▸ **The records**:

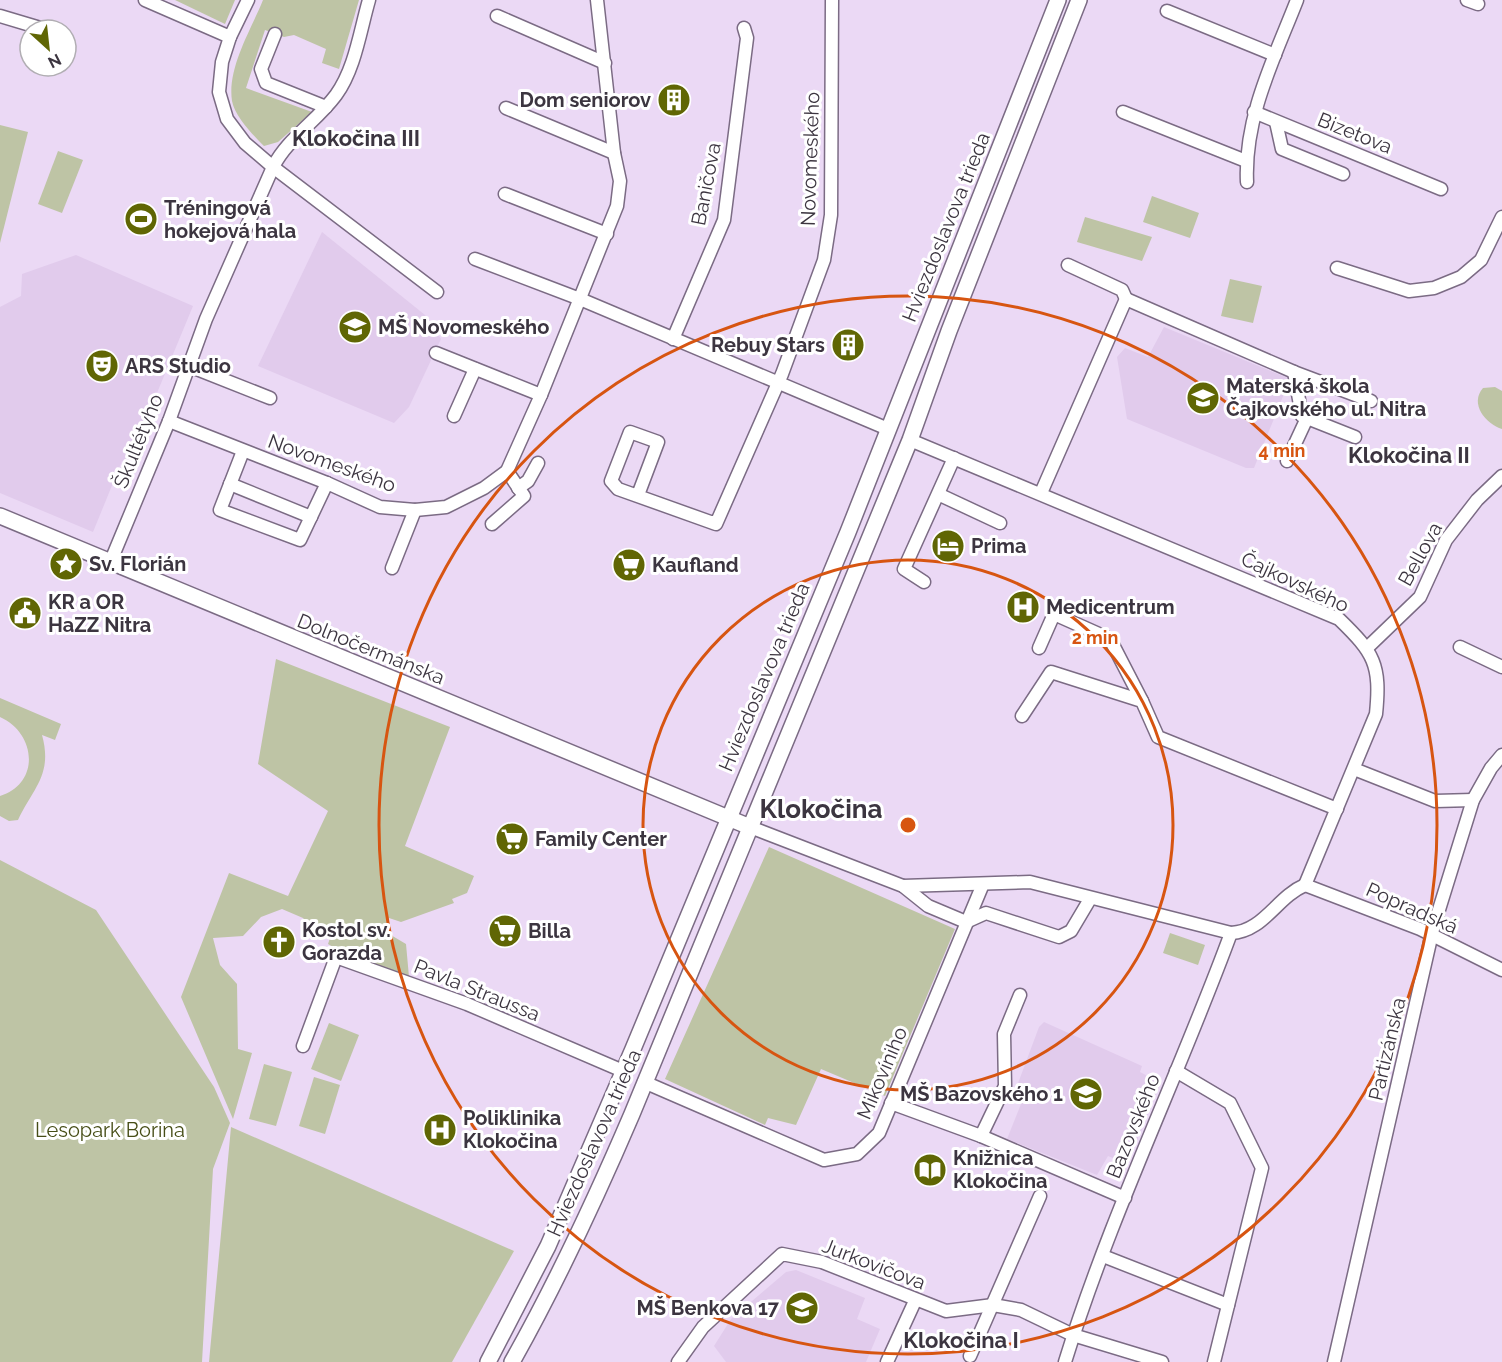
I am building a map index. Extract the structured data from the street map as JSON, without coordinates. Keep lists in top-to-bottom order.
{
  "streets": {
    "street": [
      "Bizetova",
      "Novomeského",
      "Baničova",
      "Hviezdoslavova trieda",
      "Škultétyho",
      "Bellova",
      "Čajkovského",
      "Dolnočermánska",
      "Popradská",
      "Pavla Straussa",
      "Partizánska",
      "Mikovíniho",
      "Bazovského",
      "Jurkovičova"
    ]
  },
  "crossings": [
    ["Novomeského", "Škultétyho"],
    ["Hviezdoslavova trieda", "Čajkovského"],
    ["Hviezdoslavova trieda", "Dolnočermánska"],
    ["Hviezdoslavova trieda", "Pavla Straussa"],
    ["Hviezdoslavova trieda", "Mikovíniho"],
    ["Škultétyho", "Dolnočermánska"],
    ["Bellova", "Čajkovského"],
    ["Čajkovského", "Popradská"],
    ["Popradská", "Partizánska"],
    ["Bazovského", "Jurkovičova"]
  ],
  "districts": [
    "Klokočina III",
    "Klokočina II",
    "Klokočina",
    "Klokočina I"
  ],
  "parks": ["Lesopark Borina"],
  "places": {
    "building": ["Dom seniorov", "Rebuy Stars"],
    "sports": ["Tréningová hokejová hala"],
    "school or university": [
      "MŠ Novomeského",
      "Materská škola Čajkovského ul. Nitra",
      "MŠ Bazovského 1",
      "MŠ Benkova 17"
    ],
    "theatre": ["ARS Studio"],
    "hotel": ["Prima"],
    "place": ["Sv. Florián"],
    "supermarket": ["Kaufland", "Family Center", "Billa"],
    "hospital": ["Medicentrum", "Poliklinika Klokočina"],
    "public building": ["KR a OR HaZZ Nitra"],
    "church": ["Kostol sv. Gorazda"],
    "library": ["Knižnica Klokočina"]
  },
  "north": "bottom right",
  "rings": ["4 min", "2 min"]
}
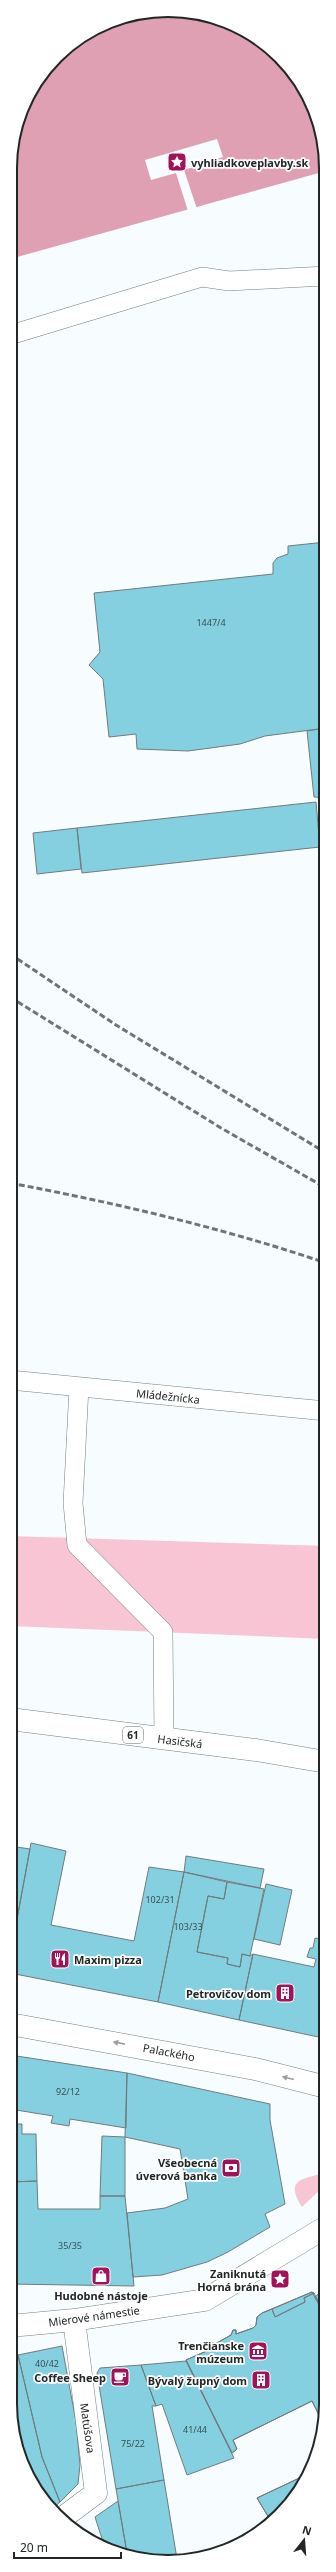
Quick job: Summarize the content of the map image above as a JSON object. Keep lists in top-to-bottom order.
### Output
{
  "streets": {
    "street": [
      "61",
      "Hasičská",
      "Palackého",
      "Mierové námestie",
      "Matúšova"
    ],
    "lane": ["Mládežnícka"]
  },
  "crossings": [
    ["Mierové námestie", "Matúšova"]
  ],
  "one_way": ["Palackého"],
  "places": {
    "place": ["vyhliadkoveplavby.sk", "Zaniknutá Horná brána"],
    "restaurant": ["Maxim pizza"],
    "building": ["Petrovičov dom", "Bývalý župný dom"],
    "bank": ["Všeobecná úverová banka"],
    "shop": ["Hudobné nástoje"],
    "museum": ["Trenčianske múzeum"],
    "cafe": ["Coffee Sheep"]
  },
  "house_numbers": [
    "1447/4",
    "102/31",
    "103/33",
    "92/12",
    "35/35",
    "40/42",
    "41/44",
    "75/22"
  ],
  "scale_bar": "20 m",
  "north": "top"
}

▸ **Exercise description**: In the entries above, find the line that contains "Quick job: Summarize", then repeat exactly every line from the first one through that line, with no pictures.

▸ **Task answer**:
I am building a map index. Extract the structured data from the street map as JSON, without coordinates. Keep lists in top-to-bottom order.
{
  "streets": {
    "street": [
      "Bizetova",
      "Novomeského",
      "Baničova",
      "Hviezdoslavova trieda",
      "Škultétyho",
      "Bellova",
      "Čajkovského",
      "Dolnočermánska",
      "Popradská",
      "Pavla Straussa",
      "Partizánska",
      "Mikovíniho",
      "Bazovského",
      "Jurkovičova"
    ]
  },
  "crossings": [
    ["Novomeského", "Škultétyho"],
    ["Hviezdoslavova trieda", "Čajkovského"],
    ["Hviezdoslavova trieda", "Dolnočermánska"],
    ["Hviezdoslavova trieda", "Pavla Straussa"],
    ["Hviezdoslavova trieda", "Mikovíniho"],
    ["Škultétyho", "Dolnočermánska"],
    ["Bellova", "Čajkovského"],
    ["Čajkovského", "Popradská"],
    ["Popradská", "Partizánska"],
    ["Bazovského", "Jurkovičova"]
  ],
  "districts": [
    "Klokočina III",
    "Klokočina II",
    "Klokočina",
    "Klokočina I"
  ],
  "parks": ["Lesopark Borina"],
  "places": {
    "building": ["Dom seniorov", "Rebuy Stars"],
    "sports": ["Tréningová hokejová hala"],
    "school or university": [
      "MŠ Novomeského",
      "Materská škola Čajkovského ul. Nitra",
      "MŠ Bazovského 1",
      "MŠ Benkova 17"
    ],
    "theatre": ["ARS Studio"],
    "hotel": ["Prima"],
    "place": ["Sv. Florián"],
    "supermarket": ["Kaufland", "Family Center", "Billa"],
    "hospital": ["Medicentrum", "Poliklinika Klokočina"],
    "public building": ["KR a OR HaZZ Nitra"],
    "church": ["Kostol sv. Gorazda"],
    "library": ["Knižnica Klokočina"]
  },
  "north": "bottom right",
  "rings": ["4 min", "2 min"]
}
Quick job: Summarize the content of the map image above as a JSON object. Keep lists in top-to-bottom order.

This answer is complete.